Problem to solve → Copy exactly every line below, from the first through the one that contains "const poly = rows", and skip all pictures.
━━━ Stored data ━━━
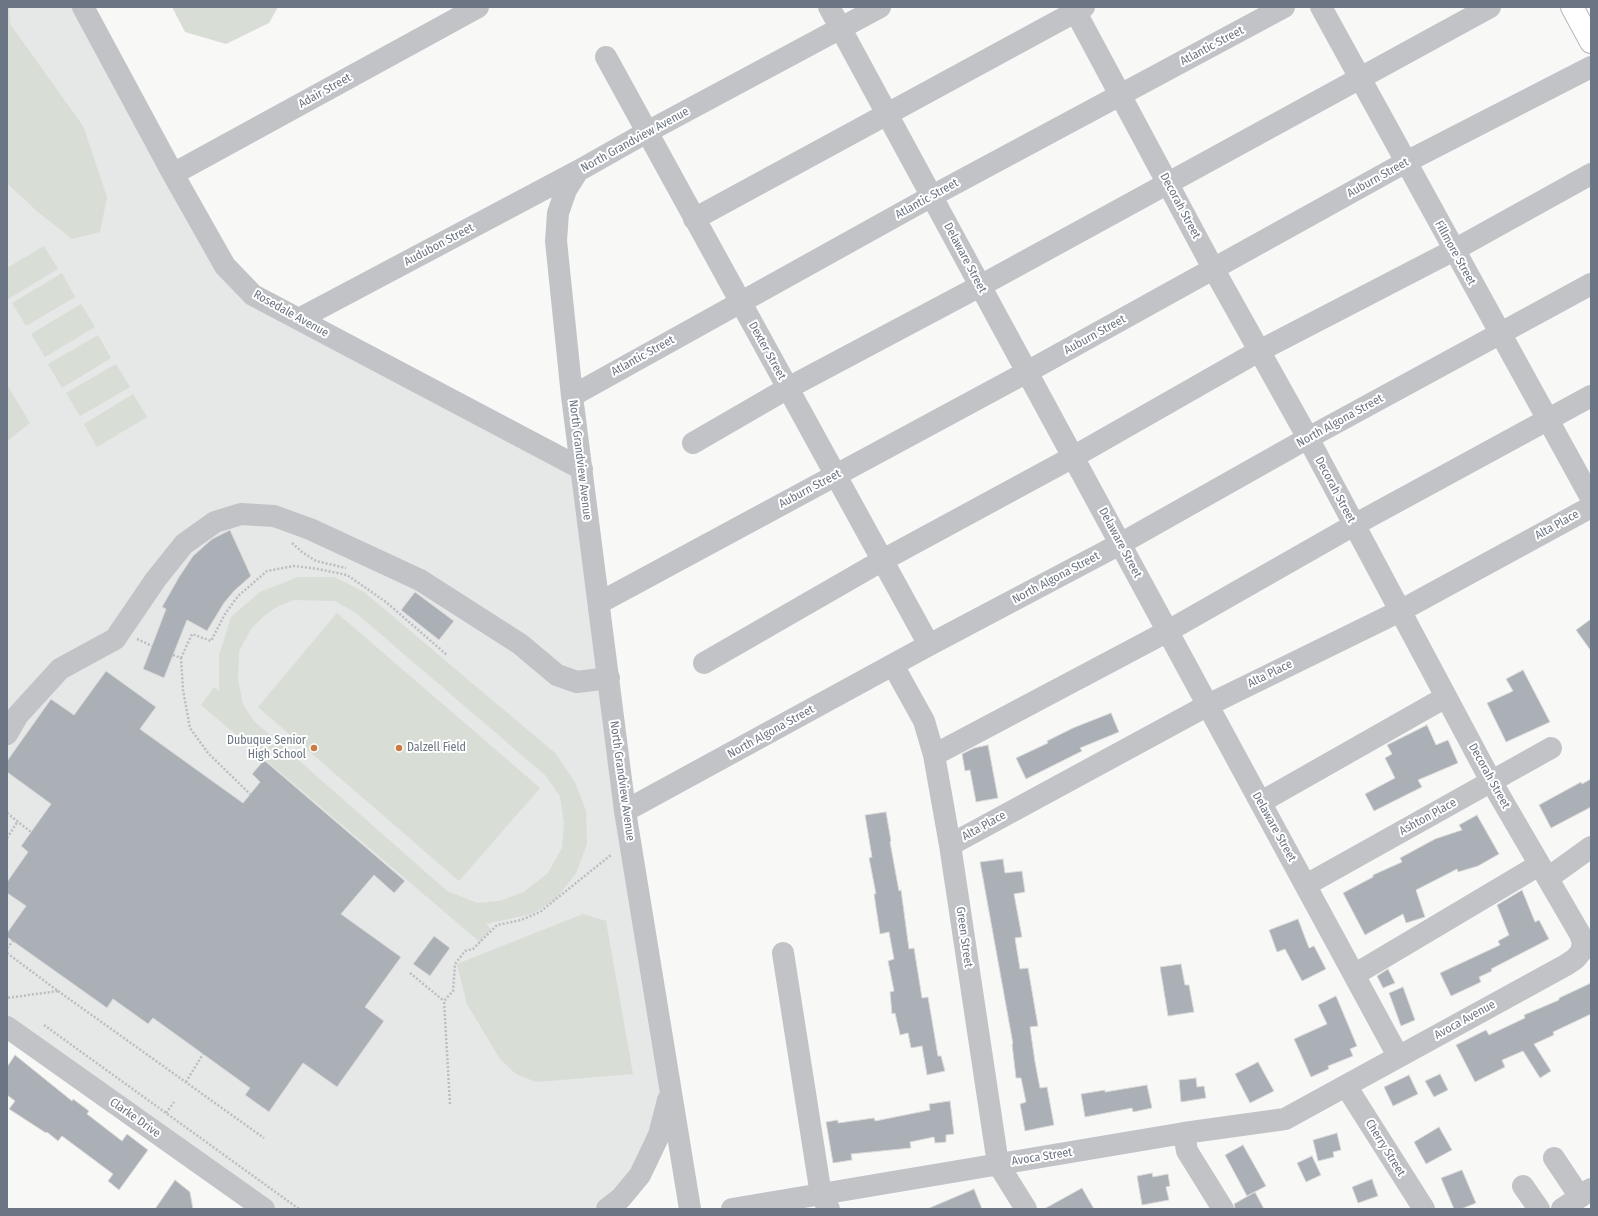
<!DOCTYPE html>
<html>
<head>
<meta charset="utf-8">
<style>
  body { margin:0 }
  #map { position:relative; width:1598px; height:1216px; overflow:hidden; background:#f8f8f7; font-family:"Fira Sans Condensed",sans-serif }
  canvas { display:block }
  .frame { position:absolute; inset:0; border:8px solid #6c7583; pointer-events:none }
</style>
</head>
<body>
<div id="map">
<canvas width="1598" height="1216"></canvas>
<div class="frame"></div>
</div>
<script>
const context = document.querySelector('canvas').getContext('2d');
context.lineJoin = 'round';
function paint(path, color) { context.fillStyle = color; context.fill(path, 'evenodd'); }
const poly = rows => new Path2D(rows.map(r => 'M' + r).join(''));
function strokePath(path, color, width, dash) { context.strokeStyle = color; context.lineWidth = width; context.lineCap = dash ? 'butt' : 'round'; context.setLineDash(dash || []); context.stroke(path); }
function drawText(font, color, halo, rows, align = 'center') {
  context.font = font + ' "Fira Sans Condensed",sans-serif'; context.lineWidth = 4; context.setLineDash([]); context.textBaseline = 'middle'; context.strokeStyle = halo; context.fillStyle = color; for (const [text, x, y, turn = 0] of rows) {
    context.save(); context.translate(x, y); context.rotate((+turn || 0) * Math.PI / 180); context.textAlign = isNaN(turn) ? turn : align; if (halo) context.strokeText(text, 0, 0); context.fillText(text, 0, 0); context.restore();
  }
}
const built = poly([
  [7,7,83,7,253,295,582,469,670,1093,659,1135,605,1209,263,1209,7,1027]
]);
const green = poly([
  [7,7,9,7,10,24,83,126,107,197,100,232,72,239,38,212,7,183],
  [172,7,278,7,269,23,226,44,185,32],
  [44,246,58,269,8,299,7,268],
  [62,273,75,297,26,326,12,303],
  [81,304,95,327,45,357,31,334],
  [98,335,111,358,62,388,48,364],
  [116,364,130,387,80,416,66,393],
  [7,385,30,423,7,441],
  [133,394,147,417,97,447,84,424],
  [298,577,334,577,364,592,555,753,575,782,586,811,587,844,576,873,555,900,532,914,486,924,491,929,480,942,201,705,214,687,219,691,219,655,231,617,260,592],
  [294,600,335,601,356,613,545,775,560,796,564,823,562,848,548,873,524,892,499,901,477,903,447,891,254,721,243,704,238,680,239,651,251,629,265,615,278,606],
  [337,613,540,788,459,881,258,707],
  [583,914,606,921,633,1074,536,1082,516,1074,500,1059,467,1004,457,964]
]);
const building = poly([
  [230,530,251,576,234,591,224,603,207,631,187,620,164,678,143,669,166,609,162,607,179,577,193,556,212,539,230,530],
  [415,592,454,621,439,640,401,610,415,592],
  [1591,619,1591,651,1576,630,1591,619],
  [1523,670,1550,722,1506,742,1487,703,1513,691,1506,679,1523,670],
  [106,671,156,707,140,729,243,803,260,782,252,774,264,760,405,881,394,893,374,875,341,914,401,957,365,1007,384,1021,337,1087,303,1063,269,1112,245,1095,250,1088,153,1018,148,1024,113,999,107,1008,7,937,7,933,26,906,7,893,7,882,28,852,21,846,51,804,7,772,7,761,51,699,74,715,106,671],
  [1111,713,1119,732,1080,748,1082,751,1026,779,1016,758,1048,743,1047,741,1073,728,1111,713],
  [1427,725,1436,745,1448,740,1458,763,1418,780,1422,787,1374,811,1365,794,1395,778,1385,758,1392,754,1387,745,1427,725],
  [988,745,998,798,976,802,970,770,965,771,962,754,974,748,988,745],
  [1591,779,1591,807,1551,828,1539,805,1581,782,1582,784,1591,779],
  [886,812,891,841,890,842,899,891,901,890,909,949,914,948,922,998,928,997,938,1056,941,1056,945,1071,927,1075,922,1046,911,1048,908,1033,900,1035,895,1013,892,1014,890,992,894,991,888,961,894,959,889,932,880,934,874,894,876,894,869,858,872,857,865,815,886,812],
  [1477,815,1499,854,1478,866,1458,872,1457,869,1416,890,1425,917,1406,923,1403,914,1365,935,1343,893,1373,877,1373,875,1402,862,1400,858,1435,839,1462,830,1459,825,1477,815],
  [1003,859,1005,873,1022,871,1025,892,1014,894,1022,937,1015,938,1020,969,1028,968,1038,1026,1030,1027,1035,1062,1040,1088,1047,1087,1054,1125,1025,1131,1020,1104,1026,1102,1021,1078,1016,1078,1012,1044,1013,1044,980,862,1003,859],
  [1522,890,1535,922,1539,920,1549,939,1491,969,1492,971,1479,977,1481,982,1451,996,1440,973,1500,945,1498,941,1509,935,1497,905,1522,890],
  [1298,919,1309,948,1314,946,1326,969,1302,981,1285,949,1277,952,1269,930,1298,919],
  [434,936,450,948,430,976,413,964,434,936],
  [1181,964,1185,985,1189,985,1194,1012,1168,1016,1160,967,1181,964],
  [1388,969,1395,983,1383,988,1377,976,1388,969],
  [1591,983,1591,1014,1553,1032,1554,1035,1534,1044,1551,1071,1540,1078,1523,1051,1502,1060,1505,1067,1475,1082,1456,1045,1486,1030,1489,1035,1525,1018,1524,1015,1559,1000,1559,998,1591,983],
  [1403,987,1415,1020,1401,1026,1389,993,1403,987],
  [1336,996,1357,1046,1350,1049,1353,1056,1328,1066,1329,1069,1311,1077,1294,1039,1327,1024,1318,1005,1336,996],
  [15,1055,72,1101,73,1099,89,1111,87,1114,122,1141,127,1134,148,1150,119,1190,108,1181,113,1174,62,1136,58,1141,47,1132,46,1133,9,1109,15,1101,7,1095,7,1067,15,1055],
  [1258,1062,1274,1091,1250,1103,1235,1074,1258,1062],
  [1440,1074,1448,1090,1434,1097,1425,1081,1440,1074],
  [1409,1075,1418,1094,1393,1106,1384,1087,1409,1075],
  [1196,1078,1197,1087,1204,1086,1206,1098,1181,1102,1179,1080,1196,1078],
  [1147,1085,1152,1108,1133,1112,1132,1108,1085,1117,1081,1094,1105,1090,1105,1092,1147,1085],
  [950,1101,954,1134,946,1135,946,1142,935,1143,934,1137,910,1142,911,1148,851,1154,852,1160,833,1163,826,1122,838,1120,838,1123,874,1118,875,1121,930,1110,929,1104,950,1101],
  [1439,1127,1452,1150,1426,1164,1414,1142,1439,1127],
  [1337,1133,1341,1150,1333,1152,1334,1157,1318,1161,1313,1140,1337,1133],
  [1243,1145,1266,1186,1247,1196,1225,1155,1243,1145],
  [1312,1156,1321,1175,1306,1182,1297,1163,1312,1156],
  [1462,1170,1476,1203,1461,1209,1454,1209,1441,1178,1462,1170],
  [1152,1173,1153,1177,1168,1174,1170,1186,1166,1187,1169,1200,1142,1205,1137,1176,1152,1173],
  [1372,1179,1378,1196,1358,1203,1352,1187,1372,1179],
  [175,1180,190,1192,193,1209,155,1209,175,1180],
  [1082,1188,1094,1209,1044,1209,1082,1188],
  [974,1189,982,1209,927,1209,974,1189],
  [1255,1192,1264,1209,1235,1209,1234,1204,1255,1192]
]);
const path = poly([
  [292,543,302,552,316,561,346,568],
  [137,639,152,646],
  [173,655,181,658,183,690,190,728,208,753,250,794],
  [181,658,192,634,211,641,225,614,238,596,267,571,294,566,318,569,347,575,386,602,447,655],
  [7,813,31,832],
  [7,838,18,821],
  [7,948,13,941],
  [7,953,58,991,7,998],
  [410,973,444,1001],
  [58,991,264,1138],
  [44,1025,299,1209],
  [186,1082,203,1054],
  [450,1104,444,1001,453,991,455,964,465,951,473,949,497,925,521,920,540,912,612,854],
  [166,1113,174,1102]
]);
const minor = poly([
  [83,7,173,174,225,266,253,295,582,469],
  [829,7,1398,1056],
  [1321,7,1591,498],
  [606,57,929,645],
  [578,171,566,190,558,213,556,241,572,396,625,811,690,1209],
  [173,174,478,7],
  [694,219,1084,7],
  [299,319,578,171,647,132,880,7],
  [572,396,932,196,1284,7],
  [693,443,788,388,980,286,1490,7],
  [599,603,1027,372,1406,162,1591,67],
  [704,663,883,560,1073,457,1259,351,1454,250,1591,174],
  [893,665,924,721,934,755,950,845,998,1164,1026,1209],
  [7,734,18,715,60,669,115,639,156,579,184,544,215,522,241,514,274,516,310,529,420,580,520,644,557,675,577,682,609,678],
  [934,755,1168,631,1354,525,1591,396],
  [1261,802,1446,697],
  [625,811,929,645,1120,544,1308,438,1591,284],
  [950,845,1208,705,1400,611,1591,507],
  [1548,878,1591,847],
  [1306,885,1551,748],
  [783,953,821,1195,829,1209],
  [1354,975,1539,865],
  [7,1027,264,1209],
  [1346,1086,1424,1209],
  [1184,1133,1187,1151,1223,1209],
  [1554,1158,1580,1197,1591,1189],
  [1523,1186,1539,1209],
  [607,1209,621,1198,640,1175,659,1135,668,1100],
  [732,1209,1184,1133,1285,1119,1566,965,1575,959,1581,952,1583,943,1580,934,1491,781,1308,438,1213,268,1073,7],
  [1562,1209,1580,1197]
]);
const major = poly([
  [1572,7,1591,42]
]);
const markers = [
  [314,748,4,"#cd7a42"],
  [399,748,4,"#cd7a42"]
];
const streetNames = [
  ["Atlantic Street",1212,46,-28],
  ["Adair Street",325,91,-29],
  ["North Grandview Avenue",635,140,-29],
  ["Auburn Street",1378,178,-29],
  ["Atlantic Street",927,199,-29],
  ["Decorah Street",1180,206,62],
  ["Audubon Street",439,245,-28],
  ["Fillmore Street",1455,253,61],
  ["Delaware Street",965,258,62],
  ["Rosedale Avenue",291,314,29],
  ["Auburn Street",1095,335,-29],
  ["Dexter Street",767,351,61],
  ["Atlantic Street",643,356,-29],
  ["North Algona Street",1340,421,-29],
  ["North Grandview Avenue",580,460,83],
  ["Auburn Street",810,489,-28],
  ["Decorah Street",1335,490,62],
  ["Alta Place",1557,525,-29],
  ["Delaware Street",1120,543,62],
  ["North Algona Street",1056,578,-28],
  ["Alta Place",1270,674,-26],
  ["North Algona Street",771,732,-29],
  ["Decorah Street",1489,776,61],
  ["North Grandview Avenue",622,781,82],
  ["Ashton Place",1428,817,-29],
  ["Alta Place",984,826,-29],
  ["Delaware Street",1274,827,61],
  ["Green Street",964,937,82],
  ["Avoca Avenue",1465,1020,-29],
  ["Clarke Drive",135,1118,35],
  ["Cherry Street",1385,1148,58],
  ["Avoca Street",1042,1157,-9]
];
const poiNames = [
  ["Dubuque Senior",306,741],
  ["High School",306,755],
  ["Dalzell Field",407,748,"left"]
];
paint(built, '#e6e7e7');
paint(green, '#d8ddd6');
paint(building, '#abafb6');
strokePath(building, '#dadad9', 1);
strokePath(major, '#b5b8bc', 24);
strokePath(path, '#bbbdc0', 2.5, [2, 2]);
strokePath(minor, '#c1c3c7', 22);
strokePath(major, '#fff', 22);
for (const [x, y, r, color] of markers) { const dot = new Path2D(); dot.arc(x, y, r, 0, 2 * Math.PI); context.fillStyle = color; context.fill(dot); strokePath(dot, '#fff', 1.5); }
drawText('12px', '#6c7583', '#fff', streetNames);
drawText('12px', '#6c7583', '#fff', poiNames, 'right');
</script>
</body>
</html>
━━━
Response area →
<!DOCTYPE html>
<html>
<head>
<meta charset="utf-8">
<style>
  body { margin:0 }
  #map { position:relative; width:1598px; height:1216px; overflow:hidden; background:#f8f8f7; font-family:"Fira Sans Condensed",sans-serif }
  canvas { display:block }
  .frame { position:absolute; inset:0; border:8px solid #6c7583; pointer-events:none }
</style>
</head>
<body>
<div id="map">
<canvas width="1598" height="1216"></canvas>
<div class="frame"></div>
</div>
<script>
const context = document.querySelector('canvas').getContext('2d');
context.lineJoin = 'round';
function paint(path, color) { context.fillStyle = color; context.fill(path, 'evenodd'); }
const poly = rows => new Path2D(rows.map(r => 'M' + r).join(''));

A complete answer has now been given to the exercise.